- _Input_:
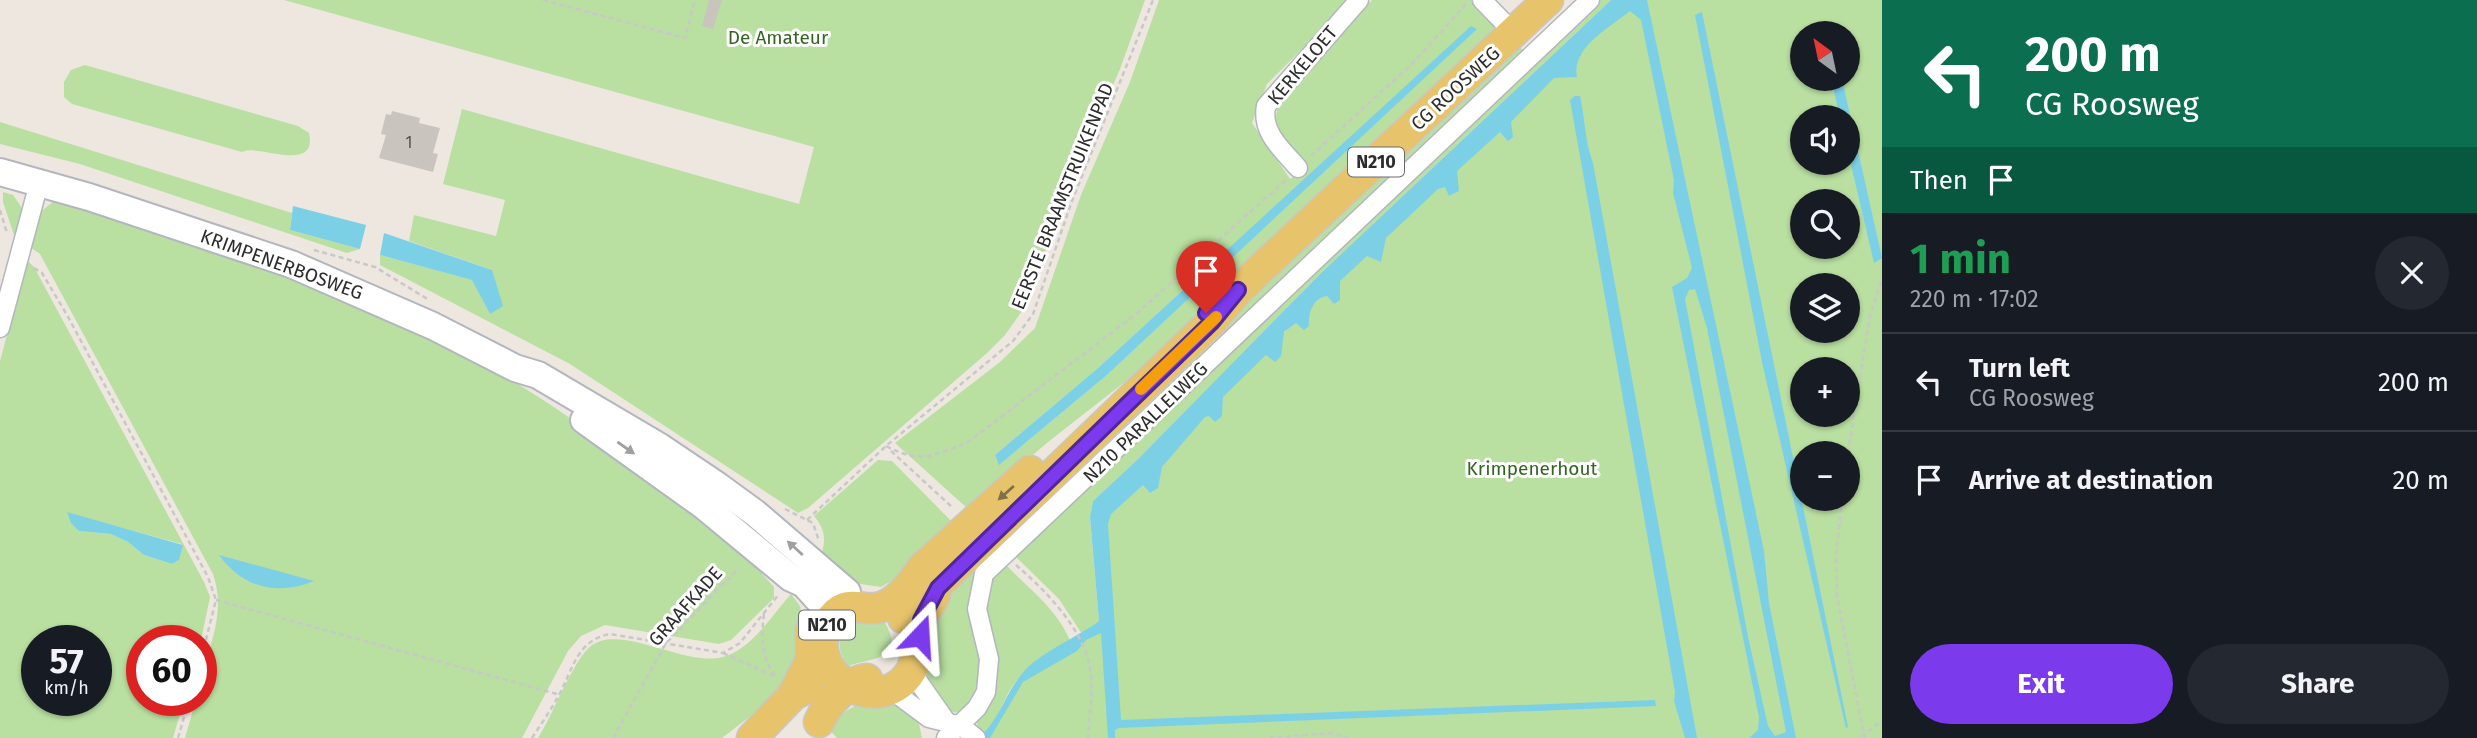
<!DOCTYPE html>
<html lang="en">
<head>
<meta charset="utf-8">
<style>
	body { margin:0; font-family:"Fira Sans",sans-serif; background:#242831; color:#f1f3f6; height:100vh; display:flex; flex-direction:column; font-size:26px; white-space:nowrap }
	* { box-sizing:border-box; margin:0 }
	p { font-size:23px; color:#9ea1a6 }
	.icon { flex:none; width:38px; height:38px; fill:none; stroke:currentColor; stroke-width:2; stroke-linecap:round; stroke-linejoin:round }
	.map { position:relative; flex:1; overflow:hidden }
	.drawer { display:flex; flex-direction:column; background:#171b24; width:595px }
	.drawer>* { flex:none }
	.banner { background:#0b6e4f; color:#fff; overflow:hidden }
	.needle { width:46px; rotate:327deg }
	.buttons { position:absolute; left:1790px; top:21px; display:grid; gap:14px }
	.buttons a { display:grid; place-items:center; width:70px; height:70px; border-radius:50%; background:#171b24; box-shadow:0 2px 5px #0004; font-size:35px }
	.speed { position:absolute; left:21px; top:625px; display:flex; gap:14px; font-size:35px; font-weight:700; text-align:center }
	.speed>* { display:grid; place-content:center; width:91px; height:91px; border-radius:50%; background:#171b24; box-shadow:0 2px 5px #0004; line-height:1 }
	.speed small { font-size:18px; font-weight:400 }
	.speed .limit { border:10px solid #d22; background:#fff; color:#111 }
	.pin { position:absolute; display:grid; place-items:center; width:60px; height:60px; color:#fff; margin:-72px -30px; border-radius:50% 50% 50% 0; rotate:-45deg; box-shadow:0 0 7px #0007 }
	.pin .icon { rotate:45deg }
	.me { position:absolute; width:77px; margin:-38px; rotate:20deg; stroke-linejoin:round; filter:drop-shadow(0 0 5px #0008) }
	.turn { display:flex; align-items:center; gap:24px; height:147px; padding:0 28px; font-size:32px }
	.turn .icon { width:91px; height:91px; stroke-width:2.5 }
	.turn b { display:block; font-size:49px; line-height:60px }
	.then { display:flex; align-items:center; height:66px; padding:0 28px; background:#0003; gap:14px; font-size:26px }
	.round { display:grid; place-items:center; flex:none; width:74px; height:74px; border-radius:37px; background:#242831 }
	.head { display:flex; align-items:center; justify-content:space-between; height:119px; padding:0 28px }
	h1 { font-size:42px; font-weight:700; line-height:52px; color:#1e9e55 }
	.cta { display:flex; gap:14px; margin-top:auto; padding:14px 28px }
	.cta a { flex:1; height:80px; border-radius:42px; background:#7c3aed; color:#fff; font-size:28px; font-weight:700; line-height:80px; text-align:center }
	.cta a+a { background:#242831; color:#f1f3f6 }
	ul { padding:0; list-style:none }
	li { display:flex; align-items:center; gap:21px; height:98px; padding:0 28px; border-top:2px solid #363941 }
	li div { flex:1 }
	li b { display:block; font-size:26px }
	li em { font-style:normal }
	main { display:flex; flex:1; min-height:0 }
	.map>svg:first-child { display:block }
	.green { fill:#b9dfa1; fill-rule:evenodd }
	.water { fill:#7cd0e6; fill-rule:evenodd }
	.building { fill:#c9c5be }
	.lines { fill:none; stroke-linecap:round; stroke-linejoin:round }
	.minor-casing { stroke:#b3b6bf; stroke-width:21 }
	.secondary-casing { stroke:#b3b6bf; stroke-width:30 }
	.primary-casing { stroke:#c8c8c8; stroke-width:33 }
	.path { stroke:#c8c8c8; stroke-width:2.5; stroke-dasharray:5 3.5; stroke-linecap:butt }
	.minor { stroke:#fff; stroke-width:18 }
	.secondary { stroke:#fff; stroke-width:26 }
	.primary { stroke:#e7c36b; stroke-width:30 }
	.oneway { fill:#a0a0a0 }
	.oneway2 { fill:#807048 }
	.route-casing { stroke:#51269a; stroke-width:18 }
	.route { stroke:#7c3aed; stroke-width:12 }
	.slow { stroke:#f59e0b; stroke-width:12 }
	.labels { text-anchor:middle; stroke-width:6; stroke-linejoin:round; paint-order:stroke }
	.number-label { font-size:16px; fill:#535250 }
	.shield { fill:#fff; stroke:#6b6b6b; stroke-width:2 }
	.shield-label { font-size:18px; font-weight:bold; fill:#2c2c2c }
	.park-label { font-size:19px; fill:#336520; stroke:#fff }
	.street-label { font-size:19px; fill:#2c2c2c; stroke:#fff }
</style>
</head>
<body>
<main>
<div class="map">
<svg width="1882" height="738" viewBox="0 0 1882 738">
	<rect width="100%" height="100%" fill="#ede7e0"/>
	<g class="green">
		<path d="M 284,0 L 1145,0 L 1120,69 L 1068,187 L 1027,304 L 1005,335 L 987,353 L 808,508 L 798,513 L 570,364 L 380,265 L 380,255 L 473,280 L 490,314 L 492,270 L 409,241 L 414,215 L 496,236 L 505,200 L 443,184 L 462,109 L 799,204 L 814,147 Z"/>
		<path d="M 1159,0 L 1351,0 L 1267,84 L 1252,123 L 1290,179 L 1305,167 L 1274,125 L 1280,98 L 1372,0 L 1475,0 L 1499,24 L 1498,34 L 1126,381 L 1048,442 L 971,508 L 967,508 L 895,443 L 1000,362 L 1035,328 L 1081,195 L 1130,82 ZM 1471,27 L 1476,29 L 1107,375 L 1000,464 L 995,455 L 1098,368 Z"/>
		<path d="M 1598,0 L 1611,0 L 1321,273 L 1138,459 L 1093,501 L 1090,518 L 1099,621 L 1082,634 L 1059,599 L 1013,554 Z"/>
		<path d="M 1625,0 L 1882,0 L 1882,738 L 983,738 L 996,724 L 1019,682 L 1108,625 L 1102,510 ZM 1802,33 L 1848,33 L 1848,79 L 1802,79 ZM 1802,117 L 1848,117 L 1848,163 L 1802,163 ZM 1802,201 L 1848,201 L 1848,247 L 1802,247 ZM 1802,285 L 1848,285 L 1848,331 L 1802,331 ZM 1802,369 L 1848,369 L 1848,415 L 1802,415 ZM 1802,453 L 1848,453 L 1848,499 L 1802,499 Z"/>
		<path d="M 1516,43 L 1526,53 L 1009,540 L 1006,538 L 1246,297 Z"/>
		<path d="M 85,65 L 298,126 L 309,133 C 318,175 257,143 242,152 L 72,104 L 64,97 L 64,82 L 71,70 Z"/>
		<path d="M 0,122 L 292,213 L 290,230 L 360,249 L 347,253 L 80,164 L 0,144 Z"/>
		<path d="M 3,192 L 13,195 L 24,211 L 16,241 L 3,202 Z"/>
		<path d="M 54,201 L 74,202 C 230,254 389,303 529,391 C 604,438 674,499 744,554 L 774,587 L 774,598 L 731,640 L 719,644 L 605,625 L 581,636 L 568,651 L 522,738 L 185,738 L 196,700 L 201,700 C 201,653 229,621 213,574 L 40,254 L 30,247 L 39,213 Z"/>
		<path d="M 27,260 L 34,267 L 204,582 L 210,597 L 201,640 L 142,640 L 142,700 L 184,700 L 173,738 L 0,738 L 0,361 ZM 67,513 L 182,544 L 179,560 L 172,564 L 144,555 L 128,542 L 111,534 L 79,531 ZM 37,640 L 96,640 L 96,700 L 37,700 Z"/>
		<path d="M 878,460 L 892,461 L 955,525 L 893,580 L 881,587 L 847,582 L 819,561 C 826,543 827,531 814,516 Z"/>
		<path d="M 980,564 L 983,567 C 979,581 970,599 970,614 C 971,629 979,641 981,655 C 983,670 975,725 949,710 C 940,705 931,690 924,682 C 925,610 930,612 980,564 Z"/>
		<path d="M 1005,564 C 1030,590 1055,607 1070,640 C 1050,653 1028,664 1014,684 C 1002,701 998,721 982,736 L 976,721 L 987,703 L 980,609 L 985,583 Z"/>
		<path d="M 791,594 L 800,606 L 804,627 L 799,663 L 771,700 L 722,738 L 538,738 C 553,715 573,660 591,646 C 621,622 690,670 726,656 C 753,647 773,614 791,594 Z"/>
		<path d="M 855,623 L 885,623 C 907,660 869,658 849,666 C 836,653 835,630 855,623 Z"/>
		<path d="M 862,702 L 896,702 L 918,719 L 922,738 L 837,738 L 827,727 L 846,711 Z"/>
	</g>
	<g class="water">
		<path d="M 1611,0 L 1647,0 L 1764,551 L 1769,603 L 1796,738 L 1749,738 L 1758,730 L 1759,717 L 1672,287 L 1687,278 L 1692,268 L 1673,193 L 1674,180 L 1641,20 L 1630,11 C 1609,28 1571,48 1577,77 L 1554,78 L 1511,122 L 1513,137 L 1508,141 L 1500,132 L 1457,171 L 1459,191 L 1449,196 L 1445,187 L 1438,189 L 1386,238 L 1381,262 L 1367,256 L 1340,281 L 1340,300 L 1334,304 L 1327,296 C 1313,298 1308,313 1309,326 L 1304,330 L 1296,323 L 1284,332 L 1281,356 L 1275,362 L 1266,355 L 1223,397 L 1222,416 L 1215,422 L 1209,416 L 1205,417 L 1162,467 L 1158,488 L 1150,493 L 1143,485 L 1111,514 L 1108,524 L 1121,720 L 1655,700 L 1656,706 L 1119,728 L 1115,730 L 1115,738 L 1108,738 L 1101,633 L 1086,640 L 1077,651 L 1023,682 L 990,738 L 979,738 C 1000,719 1006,691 1025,670 C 1045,650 1076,638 1099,621 L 1090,517 L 1093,501 L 1138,459 L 1321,273 ZM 1695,289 L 1707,328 L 1786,732 L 1775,736 L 1768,726 L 1748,637 L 1685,299 L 1689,290 Z"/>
		<path d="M 1702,12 L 1848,727 L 1846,728 L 1762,362 L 1695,15 Z"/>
		<path d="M 1471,26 L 1477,29 L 1107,375 L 999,465 L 995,455 L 1098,368 Z"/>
		<path d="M 1831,79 L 1842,79 L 1882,258 L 1874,263 L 1848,152 L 1848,117 L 1840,117 Z"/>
		<path d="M 1575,96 L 1580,96 C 1585,119 1585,142 1593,163 L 1697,738 L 1685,738 L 1674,701 L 1675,692 L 1570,100 Z"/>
		<path d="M 293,206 L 366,225 L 360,249 L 290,230 Z"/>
		<path d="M 384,233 L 492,270 L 503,306 L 490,314 L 472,280 L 380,255 Z"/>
		<path d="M 67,512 L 183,545 L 179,560 L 172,564 L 144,555 L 128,542 L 111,534 L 79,531 L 71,523 Z"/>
		<path d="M 219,555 L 314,581 C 277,596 243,588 219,555 Z"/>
	</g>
	<g class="building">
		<path d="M 709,0 L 722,0 L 713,29 L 702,26 Z"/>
		<path d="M 392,111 L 420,118 L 419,123 L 440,128 L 433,153 L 438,154 L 433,172 L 379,158 L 386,135 L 381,134 L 386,114 L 391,115 Z"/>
	</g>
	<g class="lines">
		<g class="minor-casing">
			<g id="minor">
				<path d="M 1482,0 L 1514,33"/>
				<path d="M 1298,168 C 1282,149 1261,133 1266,106 L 1359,0"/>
				<path d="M 0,328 L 39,183"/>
				<path d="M 911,671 L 948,724"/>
				<path d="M 890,689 L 929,718 L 961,726 L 976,738"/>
				<path d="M 946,738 L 977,708 L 986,692 L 989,659 L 977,609 L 984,574 L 1590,0"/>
			</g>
		</g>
		<g class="secondary-casing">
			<g id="secondary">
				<path d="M 0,172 L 89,197 L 291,264 L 433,326 L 515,368 L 538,375 L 660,447 L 718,486 L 755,513 L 847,592"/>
				<path d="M 584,420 L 704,506 L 791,578 L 804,584 L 824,606"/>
			</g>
		</g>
		<g class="primary-casing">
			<g id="primary">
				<path d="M 935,595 C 931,605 922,613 920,623 C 915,643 921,662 905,679 C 870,716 803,670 828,624 C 845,593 863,615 884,606 C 900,599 913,582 922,568 L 1030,471"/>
				<path d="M 903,618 L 1211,322 L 1238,290 L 1548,0"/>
				<path d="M 793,695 L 811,659 L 811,630"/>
				<path d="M 819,722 C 826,705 848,681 867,679"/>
				<path d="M 752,738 L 793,695 L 809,687"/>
			</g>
		</g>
		<g class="path">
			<path d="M 543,0 L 685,38 L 695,0"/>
			<path d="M 1311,156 L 1414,62 L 1466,4"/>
			<path d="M 0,210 L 7,233"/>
			<path d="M 314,250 L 375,267 L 429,300"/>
			<path d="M 34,268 L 42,273 L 67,315 L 208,577 L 216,600 L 201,659"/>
			<path d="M 886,446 C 920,464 933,456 968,442 L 1135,315 L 1286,180"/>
			<path d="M 891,451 L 953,508"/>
			<path d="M 1848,453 L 1870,315 L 1882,279"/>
			<path d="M 1842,499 L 1836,555 L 1837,596 L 1864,735 L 1857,738"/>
			<path d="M 785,509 L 813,523 L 819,541"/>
			<path d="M 807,520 L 886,446 L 1013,341 L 1033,314 L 1072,201 L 1153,0"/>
			<path d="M 1016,565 C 1045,590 1083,628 1090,668 C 1094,690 1089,716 1088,738"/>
			<path d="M 216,600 L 557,694"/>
			<path d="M 764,614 C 761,638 761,657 776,677"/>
			<path d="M 723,653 L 774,676"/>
			<path d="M 178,738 L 189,700"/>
			<path d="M 532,738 C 541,724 551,710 559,695 C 573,669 577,640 610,634 L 723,653 L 740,643 L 779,594"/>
			<path d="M 613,738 L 666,643 L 739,568"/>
			<path d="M 1269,738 L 1331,733 L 1348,738"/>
			<path d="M 1865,738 L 1864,735 L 1882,720"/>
		</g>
		<use href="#minor" class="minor"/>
		<use href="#secondary" class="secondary"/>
		<use href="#primary" class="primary"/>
	</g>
	<defs><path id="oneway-solid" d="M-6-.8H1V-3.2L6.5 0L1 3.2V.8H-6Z" transform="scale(1.75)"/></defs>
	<g class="oneway">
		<use href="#oneway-solid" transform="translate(626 448) rotate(35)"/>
		<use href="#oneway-solid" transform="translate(795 548) rotate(-138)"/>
	</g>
	<use class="oneway2" href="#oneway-solid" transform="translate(1006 493) rotate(138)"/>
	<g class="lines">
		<g class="route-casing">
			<path id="route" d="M 920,636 L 921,620 L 938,588 L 1212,322 L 1238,290 L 1206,313"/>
		</g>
		<use href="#route" class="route"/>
		<path class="slow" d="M 1141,389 L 1216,317"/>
	</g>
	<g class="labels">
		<g class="number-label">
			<text x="409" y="148">1</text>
		</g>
		<g class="shield">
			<rect x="1348" y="147.5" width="56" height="29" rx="5"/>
			<rect x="799" y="610.5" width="56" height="29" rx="5"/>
		</g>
		<g class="shield-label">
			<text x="1376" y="168">N210</text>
			<text x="827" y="631">N210</text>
		</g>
		<g class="park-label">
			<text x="778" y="44">De Amateur</text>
			<text x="1532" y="475">Krimpenerhout</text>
		</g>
		<g class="street-label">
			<text transform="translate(1302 65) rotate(-50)" y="7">KERKELOET</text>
			<text transform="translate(1455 88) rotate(-43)" y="7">CG ROOSWEG</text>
			<text transform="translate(1062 196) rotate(-68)" y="7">EERSTE BRAAMSTRUIKENPAD</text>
			<text transform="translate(282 264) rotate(20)" y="7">KRIMPENERBOSWEG</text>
			<text transform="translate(1145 422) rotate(-44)" y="7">N210 PARALLELWEG</text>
			<text transform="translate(685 606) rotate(-48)" y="7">GRAAFKADE</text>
		</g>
	</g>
</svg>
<div class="buttons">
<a><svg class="needle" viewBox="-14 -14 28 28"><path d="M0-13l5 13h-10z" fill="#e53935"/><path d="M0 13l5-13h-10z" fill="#9ea1a6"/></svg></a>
<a><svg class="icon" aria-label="sound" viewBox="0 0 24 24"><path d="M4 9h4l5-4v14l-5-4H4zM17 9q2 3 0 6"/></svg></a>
<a><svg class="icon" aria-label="search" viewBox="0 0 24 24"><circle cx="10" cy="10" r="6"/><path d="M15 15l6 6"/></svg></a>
<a><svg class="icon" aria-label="layers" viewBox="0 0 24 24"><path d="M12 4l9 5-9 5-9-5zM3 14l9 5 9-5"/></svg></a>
<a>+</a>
<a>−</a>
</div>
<div class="speed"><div>57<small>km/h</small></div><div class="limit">60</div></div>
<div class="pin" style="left:1206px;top:313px;background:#d93025"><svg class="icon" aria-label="arrive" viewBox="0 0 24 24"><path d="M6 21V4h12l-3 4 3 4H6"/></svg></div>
<svg class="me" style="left:920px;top:636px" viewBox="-20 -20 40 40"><path d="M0-17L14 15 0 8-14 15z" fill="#7c3aed" stroke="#fff" stroke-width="4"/></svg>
</div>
<section class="drawer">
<div class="banner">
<div class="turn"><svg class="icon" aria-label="left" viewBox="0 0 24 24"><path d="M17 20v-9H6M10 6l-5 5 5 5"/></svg><div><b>200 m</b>CG Roosweg</div></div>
<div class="then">Then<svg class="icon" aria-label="arrive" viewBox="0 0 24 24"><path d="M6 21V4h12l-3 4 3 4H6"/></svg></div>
</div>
<div class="head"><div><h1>1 min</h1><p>220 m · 17:02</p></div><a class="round"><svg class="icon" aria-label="close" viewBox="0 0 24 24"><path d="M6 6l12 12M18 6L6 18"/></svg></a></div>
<ul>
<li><svg class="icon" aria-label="left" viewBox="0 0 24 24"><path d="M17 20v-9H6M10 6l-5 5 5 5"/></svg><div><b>Turn left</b><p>CG Roosweg</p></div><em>200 m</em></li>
<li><svg class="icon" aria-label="arrive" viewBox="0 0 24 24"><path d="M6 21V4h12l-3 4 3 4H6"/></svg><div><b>Arrive at destination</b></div><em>20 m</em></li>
</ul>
<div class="cta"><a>Exit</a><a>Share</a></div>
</section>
</main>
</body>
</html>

- _Work task_:
Look through the entries above, find each line containing "buttons", and copy it.

- _Result of this exercise_:
	.buttons { position:absolute; left:1790px; top:21px; display:grid; gap:14px }
	.buttons a { display:grid; place-items:center; width:70px; height:70px; border-radius:50%; background:#171b24; box-shadow:0 2px 5px #0004; font-size:35px }
<div class="buttons">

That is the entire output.